**What needs to be done**
For the string "data", find every matching line in the records and copy it.

**Information supplied**
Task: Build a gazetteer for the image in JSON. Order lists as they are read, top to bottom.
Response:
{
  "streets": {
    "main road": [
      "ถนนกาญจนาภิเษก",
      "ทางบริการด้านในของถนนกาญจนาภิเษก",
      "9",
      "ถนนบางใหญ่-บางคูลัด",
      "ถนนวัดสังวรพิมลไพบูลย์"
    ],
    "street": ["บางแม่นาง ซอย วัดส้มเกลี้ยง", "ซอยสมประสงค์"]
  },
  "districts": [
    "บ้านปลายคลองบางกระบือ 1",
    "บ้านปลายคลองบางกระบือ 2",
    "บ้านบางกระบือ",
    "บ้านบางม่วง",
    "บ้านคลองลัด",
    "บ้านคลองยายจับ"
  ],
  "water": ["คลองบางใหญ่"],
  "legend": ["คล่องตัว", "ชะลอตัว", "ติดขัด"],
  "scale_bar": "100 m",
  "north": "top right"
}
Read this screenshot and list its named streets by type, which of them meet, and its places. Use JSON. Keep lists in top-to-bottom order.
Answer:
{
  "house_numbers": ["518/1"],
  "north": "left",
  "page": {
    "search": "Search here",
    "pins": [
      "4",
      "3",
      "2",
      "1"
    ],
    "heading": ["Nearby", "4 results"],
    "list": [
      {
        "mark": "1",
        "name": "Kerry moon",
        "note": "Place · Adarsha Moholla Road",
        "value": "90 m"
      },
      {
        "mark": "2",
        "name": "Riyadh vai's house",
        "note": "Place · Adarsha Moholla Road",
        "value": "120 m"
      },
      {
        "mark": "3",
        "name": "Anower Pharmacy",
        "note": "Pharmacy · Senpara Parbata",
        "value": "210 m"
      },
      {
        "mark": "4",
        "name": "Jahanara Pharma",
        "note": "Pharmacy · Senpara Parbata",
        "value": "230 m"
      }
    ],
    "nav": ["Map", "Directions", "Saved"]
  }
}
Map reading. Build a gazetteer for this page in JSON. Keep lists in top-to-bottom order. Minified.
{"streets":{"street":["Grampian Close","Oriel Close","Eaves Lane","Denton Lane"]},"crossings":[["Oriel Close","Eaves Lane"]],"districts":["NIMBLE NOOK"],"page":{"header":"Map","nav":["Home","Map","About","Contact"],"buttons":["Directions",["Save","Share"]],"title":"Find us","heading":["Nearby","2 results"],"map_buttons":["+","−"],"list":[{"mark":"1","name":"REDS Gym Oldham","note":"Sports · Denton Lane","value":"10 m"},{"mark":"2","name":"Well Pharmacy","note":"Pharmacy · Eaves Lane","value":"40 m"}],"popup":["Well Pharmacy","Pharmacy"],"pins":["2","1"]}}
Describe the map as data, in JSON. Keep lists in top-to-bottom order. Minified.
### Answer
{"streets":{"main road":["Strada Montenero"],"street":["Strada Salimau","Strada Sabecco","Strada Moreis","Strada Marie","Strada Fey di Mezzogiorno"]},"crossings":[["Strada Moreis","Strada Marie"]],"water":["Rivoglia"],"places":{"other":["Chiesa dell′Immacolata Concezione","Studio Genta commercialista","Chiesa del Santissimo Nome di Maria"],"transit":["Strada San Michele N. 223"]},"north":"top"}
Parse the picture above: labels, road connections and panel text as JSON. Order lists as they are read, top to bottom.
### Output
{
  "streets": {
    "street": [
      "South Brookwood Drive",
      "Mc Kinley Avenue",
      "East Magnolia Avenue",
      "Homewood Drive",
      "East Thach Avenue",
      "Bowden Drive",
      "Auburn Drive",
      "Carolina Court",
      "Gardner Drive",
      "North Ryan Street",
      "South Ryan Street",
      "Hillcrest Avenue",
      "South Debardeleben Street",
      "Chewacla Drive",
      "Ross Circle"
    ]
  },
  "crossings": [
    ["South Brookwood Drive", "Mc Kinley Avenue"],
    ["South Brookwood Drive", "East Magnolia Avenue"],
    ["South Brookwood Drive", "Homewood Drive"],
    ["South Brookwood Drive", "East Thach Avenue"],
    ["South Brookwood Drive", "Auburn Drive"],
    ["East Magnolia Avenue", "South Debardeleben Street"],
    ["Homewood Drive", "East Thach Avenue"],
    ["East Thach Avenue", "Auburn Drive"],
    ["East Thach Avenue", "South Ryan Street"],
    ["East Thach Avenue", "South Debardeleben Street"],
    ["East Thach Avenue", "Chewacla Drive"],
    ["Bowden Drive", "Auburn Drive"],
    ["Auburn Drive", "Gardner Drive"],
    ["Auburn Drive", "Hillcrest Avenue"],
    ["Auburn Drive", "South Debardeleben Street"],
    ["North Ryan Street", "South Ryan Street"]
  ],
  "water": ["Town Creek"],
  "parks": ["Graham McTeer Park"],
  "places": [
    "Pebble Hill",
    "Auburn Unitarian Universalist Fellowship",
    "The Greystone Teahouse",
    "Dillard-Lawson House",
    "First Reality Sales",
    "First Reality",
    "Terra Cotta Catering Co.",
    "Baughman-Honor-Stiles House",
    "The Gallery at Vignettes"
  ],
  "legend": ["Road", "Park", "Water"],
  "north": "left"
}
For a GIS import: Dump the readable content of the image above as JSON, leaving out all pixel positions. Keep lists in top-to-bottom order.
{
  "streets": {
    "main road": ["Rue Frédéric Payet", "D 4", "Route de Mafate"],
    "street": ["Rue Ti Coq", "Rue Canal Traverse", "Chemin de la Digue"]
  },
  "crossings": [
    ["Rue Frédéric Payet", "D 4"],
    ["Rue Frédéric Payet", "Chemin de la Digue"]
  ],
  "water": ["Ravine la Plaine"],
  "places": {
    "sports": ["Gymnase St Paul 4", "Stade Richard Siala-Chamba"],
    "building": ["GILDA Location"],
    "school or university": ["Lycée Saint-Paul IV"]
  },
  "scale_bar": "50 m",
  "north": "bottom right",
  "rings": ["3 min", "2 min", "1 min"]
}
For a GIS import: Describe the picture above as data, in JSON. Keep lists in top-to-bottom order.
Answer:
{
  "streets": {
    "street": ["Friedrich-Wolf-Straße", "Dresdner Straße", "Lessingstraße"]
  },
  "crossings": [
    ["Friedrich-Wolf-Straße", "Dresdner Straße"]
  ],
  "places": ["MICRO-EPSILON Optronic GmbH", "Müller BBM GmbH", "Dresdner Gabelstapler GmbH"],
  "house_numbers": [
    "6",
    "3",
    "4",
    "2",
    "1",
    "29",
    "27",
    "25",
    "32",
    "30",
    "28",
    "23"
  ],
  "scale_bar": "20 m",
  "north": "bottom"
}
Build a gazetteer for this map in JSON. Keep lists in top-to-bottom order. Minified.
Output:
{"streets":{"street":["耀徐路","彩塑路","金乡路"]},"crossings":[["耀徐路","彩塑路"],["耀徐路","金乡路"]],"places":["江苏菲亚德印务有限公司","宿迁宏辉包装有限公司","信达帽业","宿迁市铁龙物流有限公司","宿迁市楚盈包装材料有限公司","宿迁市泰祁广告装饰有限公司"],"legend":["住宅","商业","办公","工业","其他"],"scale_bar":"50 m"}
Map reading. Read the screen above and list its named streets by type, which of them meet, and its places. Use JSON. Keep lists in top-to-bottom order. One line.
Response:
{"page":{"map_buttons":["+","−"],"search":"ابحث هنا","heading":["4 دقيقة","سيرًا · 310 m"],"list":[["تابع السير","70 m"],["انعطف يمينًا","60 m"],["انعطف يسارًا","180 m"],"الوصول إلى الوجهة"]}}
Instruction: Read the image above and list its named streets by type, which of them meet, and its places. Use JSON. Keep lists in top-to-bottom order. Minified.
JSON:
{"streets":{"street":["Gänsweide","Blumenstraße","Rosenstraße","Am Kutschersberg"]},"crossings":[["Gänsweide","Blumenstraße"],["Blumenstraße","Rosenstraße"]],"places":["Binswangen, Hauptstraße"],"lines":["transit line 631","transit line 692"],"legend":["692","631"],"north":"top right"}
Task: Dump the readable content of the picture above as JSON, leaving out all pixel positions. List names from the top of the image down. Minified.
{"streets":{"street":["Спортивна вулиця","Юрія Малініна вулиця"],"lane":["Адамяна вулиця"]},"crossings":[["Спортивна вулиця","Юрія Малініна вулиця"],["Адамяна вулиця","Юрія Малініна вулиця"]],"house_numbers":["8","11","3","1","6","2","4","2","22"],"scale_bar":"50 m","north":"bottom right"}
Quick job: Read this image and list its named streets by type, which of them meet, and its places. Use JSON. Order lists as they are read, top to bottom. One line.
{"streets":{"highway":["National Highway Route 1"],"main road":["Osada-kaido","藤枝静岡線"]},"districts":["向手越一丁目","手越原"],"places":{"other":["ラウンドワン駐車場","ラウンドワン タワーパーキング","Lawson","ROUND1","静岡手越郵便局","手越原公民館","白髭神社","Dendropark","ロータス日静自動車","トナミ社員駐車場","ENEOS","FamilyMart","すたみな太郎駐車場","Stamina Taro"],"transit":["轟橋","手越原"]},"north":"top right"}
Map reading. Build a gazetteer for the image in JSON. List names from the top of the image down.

**Answer space**
Describe the map as data, in JSON. Keep lists in top-to-bottom order. Minified.
For a GIS import: Describe the picture above as data, in JSON. Keep lists in top-to-bottom order.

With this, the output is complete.